One of the main limitations of the present review is the disparity in sample size distribution by gender, age ranges and sleep apnea indices, as this limits the precision of the three-dimensional analysis of the upper airway to the post-operative changes. The scarcity of post-operative results for some variables, a greater number of retrospective studies, and difficulty in collecting data owing to the lack of clear values and the use of different units of measurement, all hindered the present investigation. The absence of consensus on the anatomical reference points, together with variations in breathing control and head position in the different studies, limited the precision in measuring the increased airway volume following bimaxillary advancement.
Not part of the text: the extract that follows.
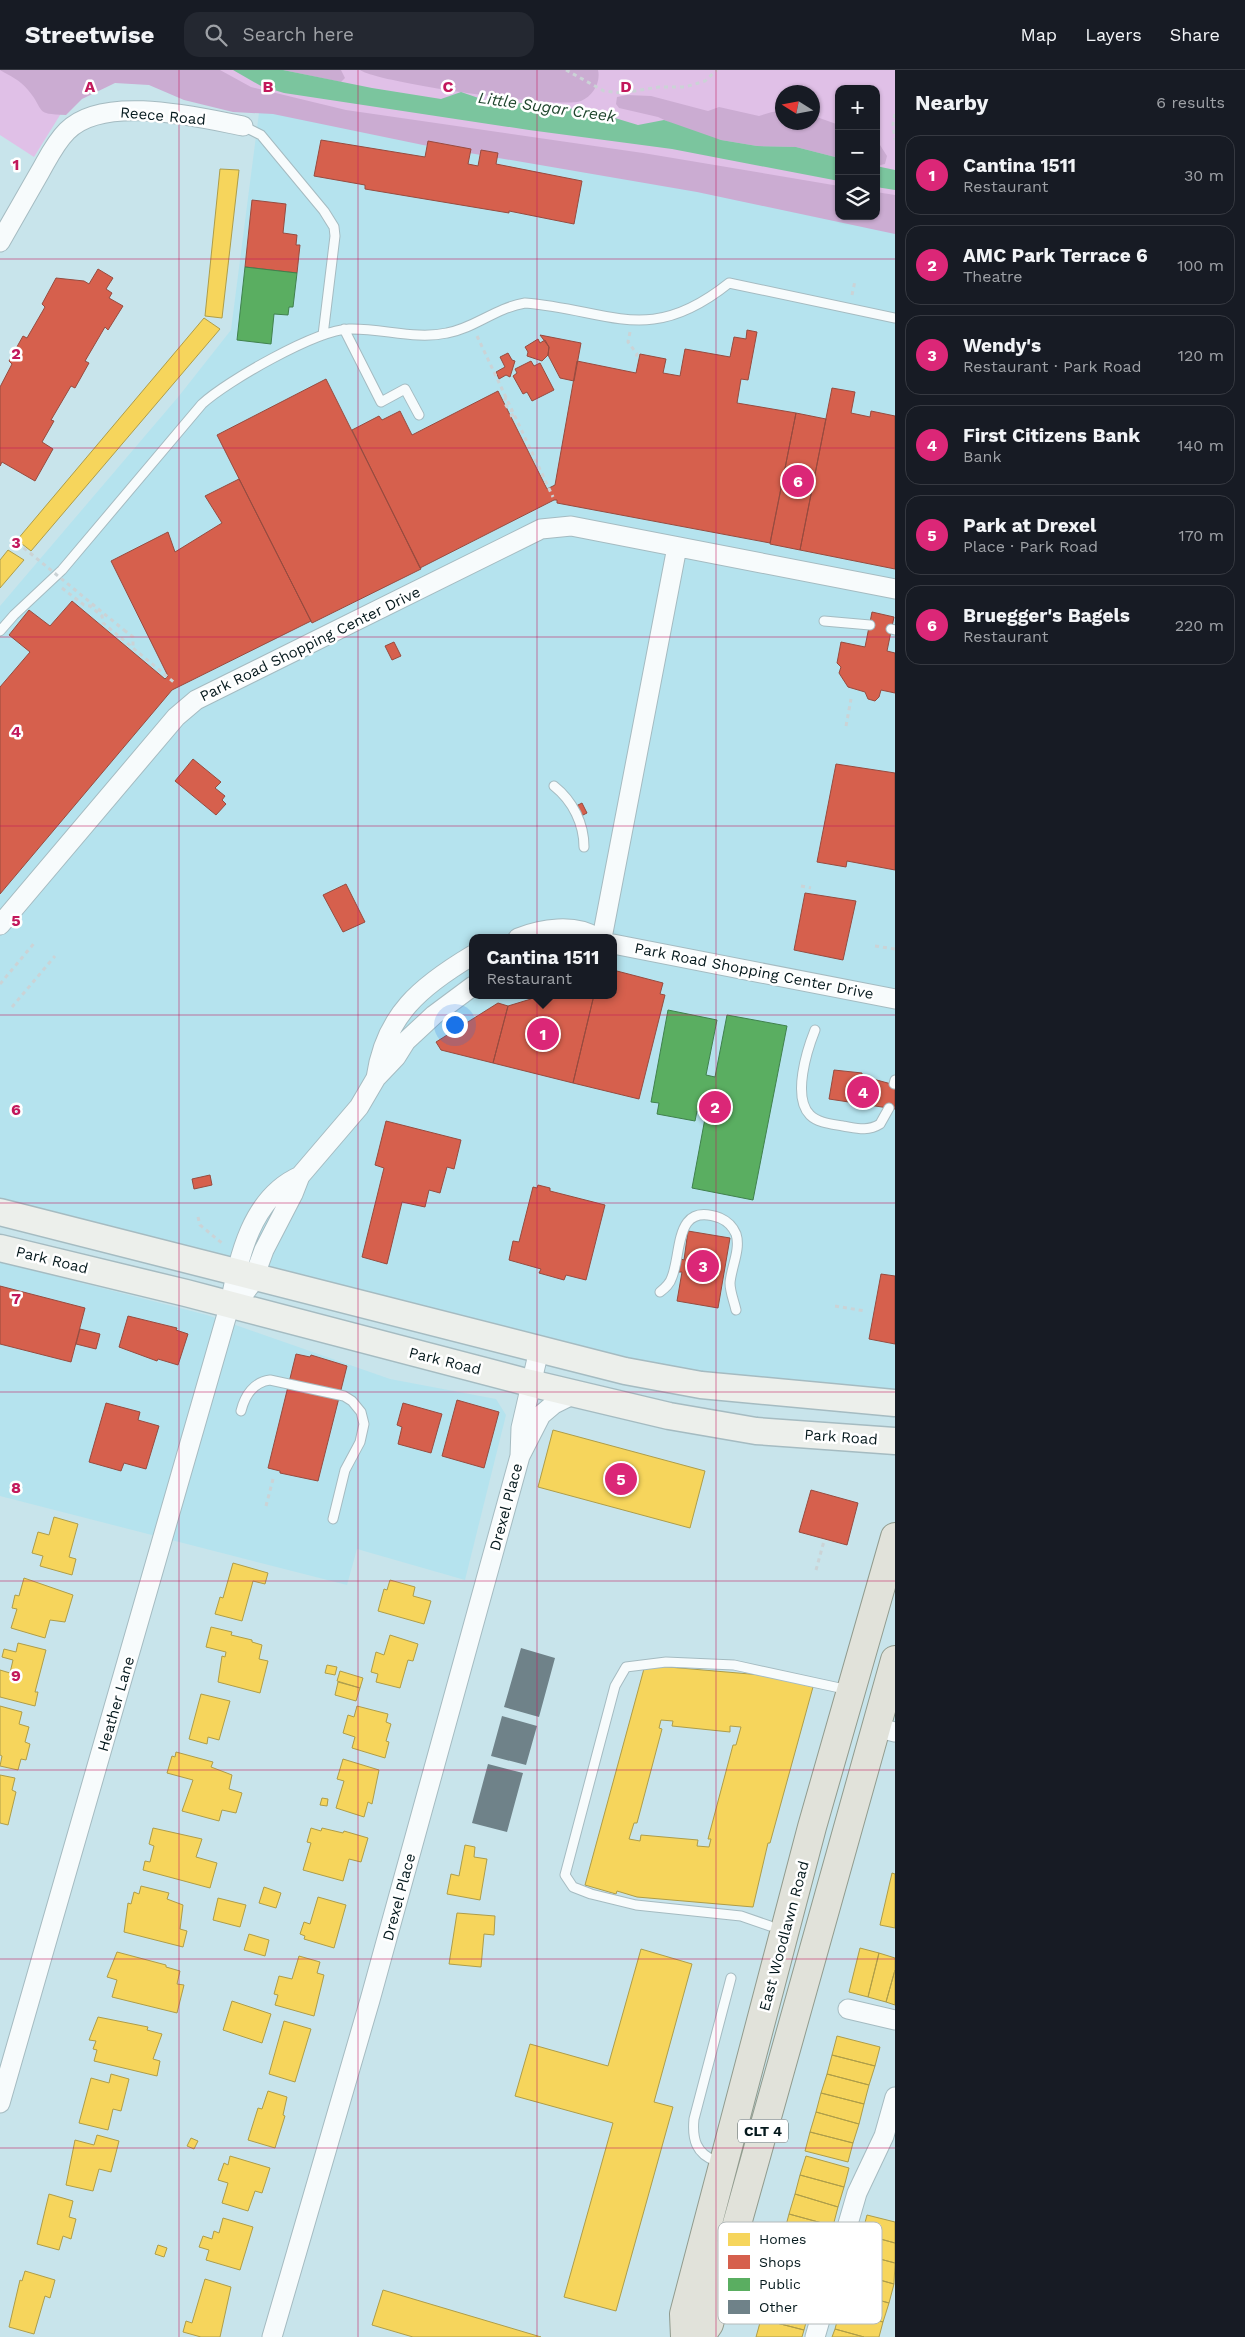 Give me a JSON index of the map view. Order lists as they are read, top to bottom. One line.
{"streets":{"main road":["Park Road","East Woodlawn Road","CLT 4"],"street":["Reece Road","Park Road Shopping Center Drive","Drexel Place","Heather Lane"]},"crossings":[["Park Road","Drexel Place"],["Park Road","Heather Lane"]],"water":["Little Sugar Creek"],"legend":["Homes","Shops","Public","Other"],"north":"left","page":{"header":"Streetwise","search":"Search here","nav":["Map","Layers","Share"],"heading":["Nearby","6 results"],"map_buttons":["+","−"],"list":[{"mark":"1","name":"Cantina 1511","note":"Restaurant","value":"30 m"},{"mark":"2","name":"AMC Park Terrace 6","note":"Theatre","value":"100 m"},{"mark":"3","name":"Wendy's","note":"Restaurant · Park Road","value":"120 m"},{"mark":"4","name":"First Citizens Bank","note":"Bank","value":"140 m"},{"mark":"5","name":"Park at Drexel","note":"Place · Park Road","value":"170 m"},{"mark":"6","name":"Bruegger's Bagels","note":"Restaurant","value":"220 m"}],"pins":["6","1","4","2","3","5"],"popup":["Cantina 1511","Restaurant"]},"grid":{"columns":["A","B","C","D"],"rows":["1","2","3","4","5","6","7","8","9"]}}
Nevertheless, in all the studies included in the present meta-analysis, three-dimensional assessment of the UA showed a statistically significant increase (p < 0.001) in the upper airway space following surgery.

Conclusions

These findings confirm the benefits of bimaxillary advancement in terms of the increased total volume of the upper airway, improved oximetric indicators and better quality of life on the Epworth sleepiness scale.